From mboxrd@z Thu Jan  1 00:00:00 1970
From: will.deacon@arm.com (Will Deacon)
Date: Fri, 11 Feb 2011 16:33:58 -0000
Subject: [PATCHv2 1/2] ARM: perf_event: allow platform-specific interrupt
	handler
In-Reply-To: <1297137277-26889-1-git-send-email-rabin.vincent@stericsson.com>
References: <1297137277-26889-1-git-send-email-rabin.vincent@stericsson.com>
Message-ID: <000801cbca09$7bc956a0$735c03e0$@deacon@arm.com>
To: linux-arm-kernel@lists.infradead.org
List-Id: linux-arm-kernel.lists.infradead.org

Hi Rabin,

> Allow a platform-specific IRQ handler to be specified via platform data.  This
> will be used to implement the single-irq workaround for the DB8500.
> 
> Signed-off-by: Rabin Vincent <rabin.vincent@stericsson.com>
> ---
>  arch/arm/include/asm/pmu.h   |   14 ++++++++++++++
>  arch/arm/kernel/perf_event.c |   17 ++++++++++++++++-
>  2 files changed, 30 insertions(+), 1 deletions(-)

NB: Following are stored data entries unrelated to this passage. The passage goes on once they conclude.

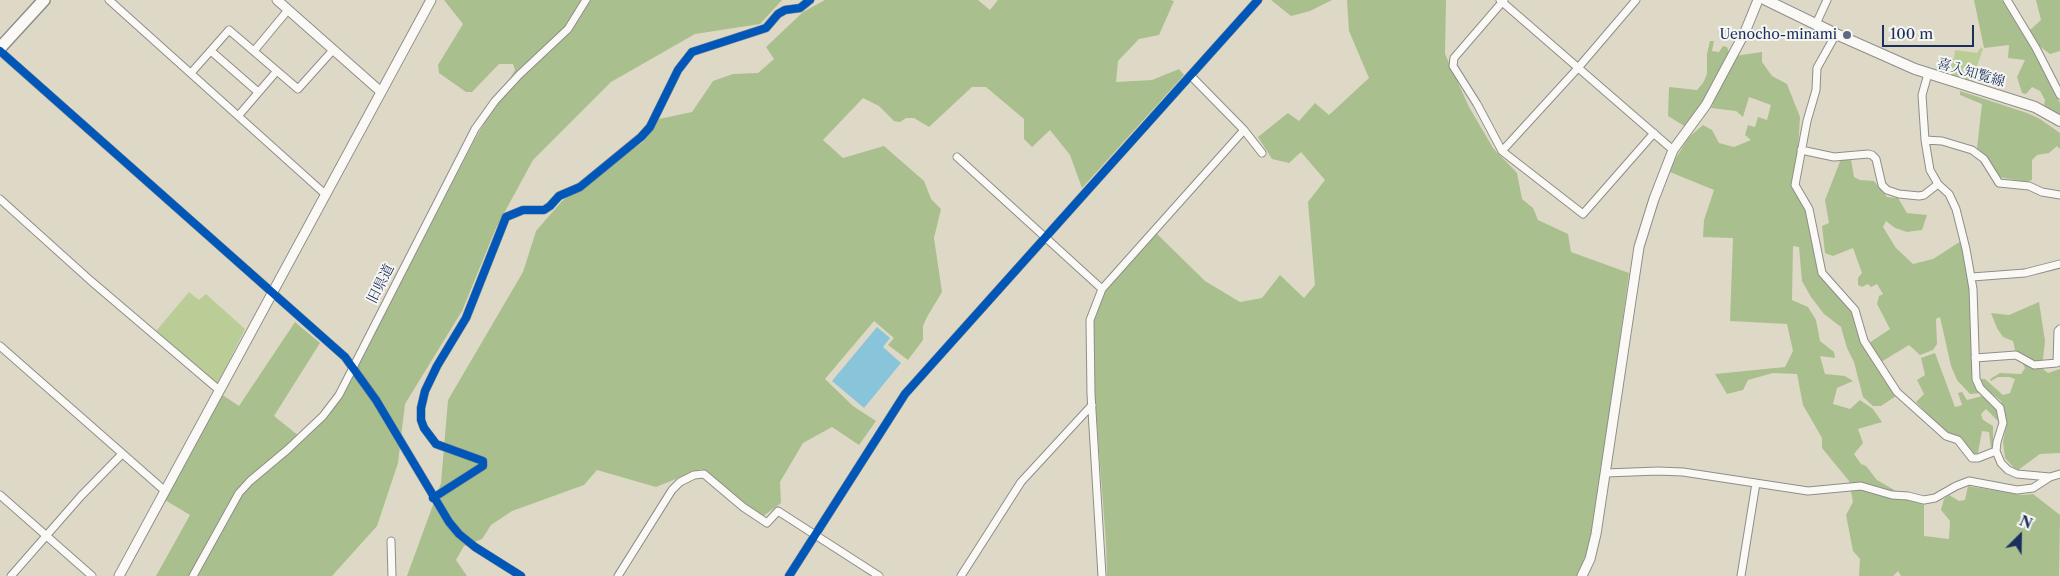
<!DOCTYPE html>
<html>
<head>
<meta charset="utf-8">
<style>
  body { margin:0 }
  #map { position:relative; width:2060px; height:576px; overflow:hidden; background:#ded9c6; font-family:"Libre Caslon Text",serif }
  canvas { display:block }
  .north { position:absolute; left:1995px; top:511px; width:50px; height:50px; -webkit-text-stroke:4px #f6f6f2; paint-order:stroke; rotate:23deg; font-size:14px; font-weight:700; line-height:20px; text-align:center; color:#1b2f5e }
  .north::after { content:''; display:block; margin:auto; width:18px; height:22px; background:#1b2f5e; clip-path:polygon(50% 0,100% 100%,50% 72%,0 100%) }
  .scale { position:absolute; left:1882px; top:25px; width:92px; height:22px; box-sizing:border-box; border:2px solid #1b2f5e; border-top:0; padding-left:6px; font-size:15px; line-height:18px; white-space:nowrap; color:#1b2f5e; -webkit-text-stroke:4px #f6f6f2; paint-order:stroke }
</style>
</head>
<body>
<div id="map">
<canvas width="2060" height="576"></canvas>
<div class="north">N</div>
<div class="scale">100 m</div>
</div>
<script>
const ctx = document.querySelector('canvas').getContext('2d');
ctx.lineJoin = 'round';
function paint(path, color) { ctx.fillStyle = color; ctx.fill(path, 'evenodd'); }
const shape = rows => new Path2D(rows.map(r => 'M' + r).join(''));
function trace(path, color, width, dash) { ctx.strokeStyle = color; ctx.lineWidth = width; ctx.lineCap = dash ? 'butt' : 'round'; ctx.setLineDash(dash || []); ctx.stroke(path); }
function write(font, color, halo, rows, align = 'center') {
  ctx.font = font + ' "Libre Caslon Text","Noto Serif JP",serif'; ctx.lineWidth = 4; ctx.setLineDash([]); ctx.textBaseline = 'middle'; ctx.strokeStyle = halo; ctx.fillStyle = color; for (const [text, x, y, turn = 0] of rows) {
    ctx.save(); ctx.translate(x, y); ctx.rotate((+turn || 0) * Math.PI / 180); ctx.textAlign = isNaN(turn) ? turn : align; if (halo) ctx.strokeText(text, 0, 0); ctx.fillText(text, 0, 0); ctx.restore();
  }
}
const green = shape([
  [1981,47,1983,49,1972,81,1948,74,1944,70,1944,62,1954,58,1955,50,1977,53],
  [189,292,199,300,206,294,245,329,218,383,215,383,156,331]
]);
const forest = shape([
  [444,0,782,0,760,24,695,34,611,82,533,160,496,228,462,311,405,404,398,463,377,526,332,576,156,576,190,515,165,500,221,394,239,406,295,322,320,343,274,416,304,440,341,398,474,141,515,70,513,64,499,64,472,92,466,92,439,73,438,65,463,24],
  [825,0,978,0,990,10,998,0,1170,0,1174,1,1159,35,1139,39,1118,61,1116,82,1152,80,1179,69,1184,75,1082,188,1070,155,1050,130,1032,147,1024,139,1024,119,986,87,972,87,929,127,914,118,906,118,900,122,894,121,879,106,863,98,823,140,843,158,884,146,924,181,931,199,941,209,934,238,942,292,927,317,923,326,923,340,908,360,888,345,894,338,874,321,825,379,853,406,876,421,859,445,832,427,803,443,780,482,781,503,762,517,731,495,718,481,701,469,656,487,597,470,584,485,512,511,491,525,482,539,464,546,456,560,467,576,407,576,441,483,448,400,523,272,536,231,562,201,643,142,659,119,692,112,713,81,733,74,758,73,774,59,766,47,803,12],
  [1271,0,1332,0,1310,11,1291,16],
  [1347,0,1446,0,1445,54,1469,107,1493,148,1517,173,1522,199,1533,208,1538,220,1568,234,1571,252,1629,273,1596,513,1588,555,1578,576,1107,576,1106,543,1092,358,1093,321,1105,288,1155,232,1205,281,1240,302,1262,298,1280,275,1304,298,1315,285,1308,202,1325,180,1301,152,1289,163,1272,159,1258,137,1288,113,1299,121,1315,103,1329,115,1369,78,1349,31],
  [1974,0,2002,0,2032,49,2060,103,2060,116,2044,105,2045,100,2040,91,2032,87,2026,94,2022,93,2017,77,2025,60,2008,58,2009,45,1984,48],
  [2036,0,2060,0,2060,51,2050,54,2038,45,2030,30,2041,20],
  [1710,41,1714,41,1712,51,1719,52,1723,46,1727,47,1729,52,1703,105,1686,127,1668,116,1669,87,1697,90,1703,83,1707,74,1707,54],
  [1762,52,1762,62,1772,76,1787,84,1800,117,1798,151,1793,184,1806,211,1816,260,1852,311,1880,369,1896,396,1881,406,1873,406,1863,397,1854,362,1847,348,1841,327,1824,314,1811,297,1802,281,1799,247,1793,246,1792,300,1808,307,1816,320,1820,341,1834,352,1835,358,1820,356,1825,374,1845,376,1853,381,1837,388,1833,404,1850,409,1860,400,1873,409,1882,422,1858,429,1863,443,1854,454,1861,464,1866,466,1877,480,1908,498,1924,503,1924,536,1949,539,1950,521,1941,510,1944,499,1949,495,1959,501,1965,500,1968,486,2022,495,2033,494,2060,515,2059,576,1901,576,1898,571,1893,576,1859,576,1860,559,1853,551,1846,515,1853,502,1849,481,1822,448,1822,438,1803,405,1797,374,1773,373,1748,380,1743,390,1727,394,1715,374,1785,367,1793,351,1787,324,1730,321,1733,238,1703,237,1704,220,1714,190,1670,172,1674,161,1689,137,1703,125,1712,130,1719,143,1734,147,1751,140,1745,135,1748,125,1755,127,1758,117,1767,120,1771,105,1749,97,1743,117,1736,111,1711,108,1735,56],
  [1960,91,2027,113,2040,119,2060,133,2060,149,2057,146,2049,153,2037,155,2032,160,2032,180,2026,182,1999,177,1991,162,1977,148,1982,104,1960,95],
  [1841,159,1851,159,1854,177,1860,180,1874,181,1887,197,1898,198,1907,213,1927,215,1922,230,1907,232,1895,228,1886,221,1883,227,1896,248,1913,264,1933,259,1961,241,1970,279,1973,380,1982,393,1970,394,1957,380,1951,366,1940,317,1936,319,1937,344,1933,350,1920,355,1909,345,1881,362,1869,343,1890,329,1877,304,1879,296,1883,294,1877,284,1871,287,1868,284,1862,287,1858,285,1858,278,1862,273,1853,248,1833,256,1825,253,1822,226,1829,223,1825,200],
  [2039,302,2045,341,2042,368,2048,373,2060,369,2060,453,2040,454,2018,470,2014,468,2005,458,2003,442,2007,422,2001,401,1984,387,1980,379,1985,379,2003,395,2010,393,2015,379,2009,377,1998,377,1991,381,1990,379,2000,373,2021,374,2025,368,2015,350,2013,341,2003,337,1997,328,1991,313,2009,315],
  [1935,353,1955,407,1962,405,1958,393,1962,392,1967,400,1982,396,1997,409,2001,424,1986,409,1981,414,1983,420,1993,426,1993,448,1991,449,1989,432,1982,431,1978,453,1974,455,1947,434,1916,402,1924,394,1917,380,1925,375,1921,358]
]);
const water = shape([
  [877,327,890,338,883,347,901,363,864,408,832,381]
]);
const minor = shape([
  [109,0,325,194],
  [1500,0,1673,150],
  [1504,0,1454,58,1453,66,1477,104,1502,151,1583,214,1654,133],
  [2007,0,2036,48,2060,95],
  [1816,24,1827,0],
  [1836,34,1817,68,1816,90,1807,121,1795,185,1809,209,1822,273,1855,310,1864,341,1897,392,1946,436,1958,440,1972,458,1978,458,1996,451],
  [0,51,345,357,376,400,449,522,459,534,475,547,521,576],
  [211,51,258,92],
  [254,51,288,10],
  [191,73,229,30,298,89,333,50],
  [1928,74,1922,95,1925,140,1930,170,1938,184,1949,194,1956,209,1966,249,1973,289,1976,379,1980,388,2000,408,2003,423,1997,442,1996,451,2001,463,2008,470,2017,474,2050,477],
  [1191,76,1244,130,1262,153],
  [239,115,276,72],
  [1925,140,1942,141,1972,150,1984,159,1999,183,2029,186,2042,192,2060,195],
  [1801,150,1834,157,1868,154,1872,155,1876,159,1882,185,1887,190,1899,194,1919,196,1924,195,1938,184],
  [1502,151,1578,68,1636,0],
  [957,157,1102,289],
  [0,199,91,281,219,390],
  [1972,277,2025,273,2060,264],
  [0,346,165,491],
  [1975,358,2016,355,2034,365,2057,363,2058,331,2060,329],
  [1606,473,1658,471,1683,472,1808,491,1861,486,1892,495,1908,496,1924,500,1935,498,1956,486,1969,481,2017,490,2033,488,2050,477,2060,474],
  [0,495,92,576],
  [433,498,483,466,483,461,436,444,424,428,421,420,421,408,425,391,437,366,466,318,506,217,523,210,544,210,550,206,559,196,580,187,641,137,650,127,678,70,692,52,766,28,778,14,785,10,800,8,810,0],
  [391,541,392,576],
  [11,576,81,496,122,454],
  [193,576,239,493,250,481,287,450,323,416,339,395,475,129,495,101,519,75,568,29,586,0],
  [618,576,672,490,680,482,694,475,704,474,743,507,767,523,778,511,879,576],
  [789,576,905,394,1258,0],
  [961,576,1021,482,1092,405],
  [1102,576,1091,394,1090,320,1102,289,1244,130],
  [1741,576,1756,483]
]);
const tertiary = shape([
  [277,0,380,91],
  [119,576,431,0],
  [1582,576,1590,559,1596,534,1639,247,1654,199,1673,150,1706,105,1745,32,1758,0]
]);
const secondary = shape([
  [1766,0,1836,34,1915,69,2035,107,2060,121]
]);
const primary = shape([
  [0,48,44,0]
]);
const cycleway = shape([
  [0,51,345,357,376,400,449,522,459,534,475,547,521,576],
  [433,498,483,466,483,461,436,444,424,428,421,420,421,408,425,391,437,366,466,318,506,217,523,210,544,210,550,206,559,196,580,187,641,137,650,127,678,70,692,52,766,28,778,14,785,10,800,8,810,0],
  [789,576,905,394,1258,0]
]);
const markers = [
  [1847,35,5,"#5f6a82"]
];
const poiNames = [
  ["Uenocho-minami",1837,35]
];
const streetNames = [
  ["喜入知覧線",1971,73,16],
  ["旧県道",381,284,-63]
];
paint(green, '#bbcd96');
paint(forest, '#aabf8e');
paint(water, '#89c5da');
trace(minor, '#8d8e8c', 9);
trace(tertiary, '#8d8e8c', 11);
trace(secondary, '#8d8e8c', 12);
trace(primary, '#8d8e8c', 14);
trace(minor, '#faf9f6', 7);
trace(tertiary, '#faf9f6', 9);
trace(secondary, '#faf9f6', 10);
trace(primary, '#faf9f6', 11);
trace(cycleway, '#0057b8', 8);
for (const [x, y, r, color] of markers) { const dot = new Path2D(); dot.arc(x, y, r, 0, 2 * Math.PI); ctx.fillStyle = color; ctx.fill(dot); trace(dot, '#f6f6f2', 2); }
write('14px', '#1b2f5e', '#f6f6f2', poiNames, 'right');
write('14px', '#1b2f5e', '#f6f6f2', streetNames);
</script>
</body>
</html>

If you're happy with this as a workaround for your platform, then
it looks alright to me.

Acked-by: Will Deacon <will.deacon@arm.com>

One thing you could try is using the GIC patch I posted the other day:

http://lists.infradead.org/pipermail/linux-arm-kernel/2011-February/041496.html

If you then do:

    ARM: gic: allow per-cpu SPIs to be affine to multiple CPUs
    
    The concept of a per-cpu SPI is somewhat a contradiction, but can occur in
    systems where SPIs from different CPUs are ORd together into a single line.
    
    An example of this is the PMU interrupt on the u8500 platform.
    
    This patch allows SPIs with the IRQF_PERCPU flag to be affine to multiple
    CPUs in a CPU mask. This, of course, assumes that the driver knows what it
    is doing and can handle such a configuration.
    
    Signed-off-by: Will Deacon <will.deacon@arm.com>

diff --git a/arch/arm/common/gic.c b/arch/arm/common/gic.c
index 9def30b..512f55f 100644
--- a/arch/arm/common/gic.c
+++ b/arch/arm/common/gic.c
@@ -145,7 +145,7 @@ gic_set_cpu(struct irq_data *d, const struct cpumask *mask_val, bool force)
 {
        void __iomem *reg = gic_dist_base(d) + GIC_DIST_TARGET + (gic_irq(d) & ~3);
        unsigned int shift = (d->irq % 4) * 8;
-       unsigned int cpu = cpumask_first(mask_val);
+       unsigned int cpu_map, cpu = cpumask_first(mask_val);
        u32 val;
        struct irq_desc *desc;
 
@@ -155,9 +155,19 @@ gic_set_cpu(struct irq_data *d, const struct cpumask *mask_val, bool force)
                spin_unlock(&irq_controller_lock);
                return -EINVAL;
        }
+
        d->node = cpu;
+
+       if (CHECK_IRQ_PER_CPU(desc->status)) {
+               cpu_map = 0;
+               for_each_cpu(cpu, mask_val)
+                       cpu_map |= 1 << (cpu + shift);
+       } else {
+               cpu_map = 1 << (cpu + shift);
+       }
+
        val = readl(reg) & ~(0xff << shift);
-       val |= 1 << (cpu + shift);
+       val |= cpu_map;
        writel(val, reg);
        spin_unlock(&irq_controller_lock);
 

You'll be able to target the PMU IRQ to both CPUs and avoid the need for
ping-ponging the affinity. This is a bit weird though as usually you'd have
a PPI for a percpu interrupt so this might be better off staying inside
platform code and leaving the GIC code alone. I also think this approach
is more invasive from the perf point of view.

Unless this approach gives markedly better profiling results than your
proposal, I think we should go with what you've got.

Will